Arguments In And About Ruby

When I first started writing Ruby code a few years ago, I had a hard time wrapping my head around Rails’ DSL methods. They looked nothing like the kinds of Java methods I’d been used to reading and writing; declarative and high-level, they accept a dizzying variety of different options and switches. And they’re idiomatic within the community; Ruby is full of, and famous for, its DSL-friendly features, and programmers aren’t shy about using them. These features run counter to common wisdom about appropriate method signatures, yet the use of option hashes remains popular both among library authors and users. The pattern isn’t restricted to Ruby these days either; it’s common in Javascript to pass objects of options into all sorts of places.

So what gives?

As an example of that wisdom, no less an authority than Uncle Bob argues in Clean Code (which I recommend) for a conservative approach to function arguments.

The ideal number of arguments for a function is zero (niladic). Next comes one (monadic), followed closely by two (dyadic). Three arguments (triadic) should be avoided wherever possible.

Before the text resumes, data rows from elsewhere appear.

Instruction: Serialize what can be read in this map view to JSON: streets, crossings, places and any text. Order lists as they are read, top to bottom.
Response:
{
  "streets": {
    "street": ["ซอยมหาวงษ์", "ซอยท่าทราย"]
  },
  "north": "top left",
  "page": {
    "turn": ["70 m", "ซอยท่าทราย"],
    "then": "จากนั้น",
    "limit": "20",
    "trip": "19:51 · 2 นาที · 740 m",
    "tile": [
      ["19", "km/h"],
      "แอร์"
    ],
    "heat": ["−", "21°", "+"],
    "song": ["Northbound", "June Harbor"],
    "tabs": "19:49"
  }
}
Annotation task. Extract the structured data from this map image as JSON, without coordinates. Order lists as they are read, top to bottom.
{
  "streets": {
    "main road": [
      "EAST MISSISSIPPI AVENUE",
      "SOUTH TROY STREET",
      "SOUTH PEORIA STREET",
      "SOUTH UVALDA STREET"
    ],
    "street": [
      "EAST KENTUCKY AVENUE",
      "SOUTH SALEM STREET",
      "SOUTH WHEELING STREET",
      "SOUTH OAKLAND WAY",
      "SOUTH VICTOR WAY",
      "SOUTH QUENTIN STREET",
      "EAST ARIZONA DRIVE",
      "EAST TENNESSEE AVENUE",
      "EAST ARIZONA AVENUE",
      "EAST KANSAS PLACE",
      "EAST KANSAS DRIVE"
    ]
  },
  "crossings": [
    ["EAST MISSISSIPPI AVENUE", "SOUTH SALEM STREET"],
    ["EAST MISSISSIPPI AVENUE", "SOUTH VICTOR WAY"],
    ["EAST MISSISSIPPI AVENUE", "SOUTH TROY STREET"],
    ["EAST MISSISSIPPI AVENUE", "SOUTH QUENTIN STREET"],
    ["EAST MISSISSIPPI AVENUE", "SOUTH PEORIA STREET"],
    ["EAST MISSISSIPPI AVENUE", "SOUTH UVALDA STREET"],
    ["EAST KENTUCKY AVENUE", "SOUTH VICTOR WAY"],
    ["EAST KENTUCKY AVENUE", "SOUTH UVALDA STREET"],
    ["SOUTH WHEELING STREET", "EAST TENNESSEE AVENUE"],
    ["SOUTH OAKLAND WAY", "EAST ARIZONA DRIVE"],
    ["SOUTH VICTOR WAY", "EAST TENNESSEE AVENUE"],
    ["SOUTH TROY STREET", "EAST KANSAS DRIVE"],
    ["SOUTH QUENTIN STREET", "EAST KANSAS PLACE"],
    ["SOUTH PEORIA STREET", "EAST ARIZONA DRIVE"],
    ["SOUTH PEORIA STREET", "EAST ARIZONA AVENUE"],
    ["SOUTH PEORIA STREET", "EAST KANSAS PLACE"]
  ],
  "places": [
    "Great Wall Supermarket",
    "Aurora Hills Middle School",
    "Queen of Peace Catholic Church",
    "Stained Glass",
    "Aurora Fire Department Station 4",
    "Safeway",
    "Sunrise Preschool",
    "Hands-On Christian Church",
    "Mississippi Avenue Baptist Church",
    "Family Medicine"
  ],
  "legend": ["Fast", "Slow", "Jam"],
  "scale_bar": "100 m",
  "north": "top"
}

More than three (polyadic) requires very special justification—and then shouldn’t be used anyway.

This results in libraries with lots of small methods that accept small numbers of arguments, although constructors are sometimes used to populate objects with their dependencies in various DI frameworks.

But an additional three signatures are common (and even acceptable) in various DSLs, and you can find all three in ActiveRecord:

# def initialize(attributes = {})
Pirate.new :name => "Greenbeard", :ship => "The Queen Anne's Renegotiation"

# def has_many(of_what, options = {})
has_many :crew_members, :class_name => "Pirate", :foreign_key => "captain_id"

# def validates_presence_of(*arrrrrgs)
validates_presence_of :parrot, :peg_leg, :blank => false

These are, in order: a hash; a single argument followed by a hash; and an open list of arguments used to model a homogenous list followed by a hash of options that apply to all objects in the preceding list. This seems almost fatally flexible compared with the far more narrow first three, but their use is generally more narrow than at first it appears.

Time for a Breakdown

Named arguments in Ruby (again, Javascript applies here too) fall into roughly two use cases:

  1. As options that modify the behavior of the method; this comes most often in DSL form, where the method in question has a relatively simpler signature but a wide variety of modifiers.
  2. As data passed into a constructor; these serve to “rehydrate” objects that consist essentially of empty slots and behavior.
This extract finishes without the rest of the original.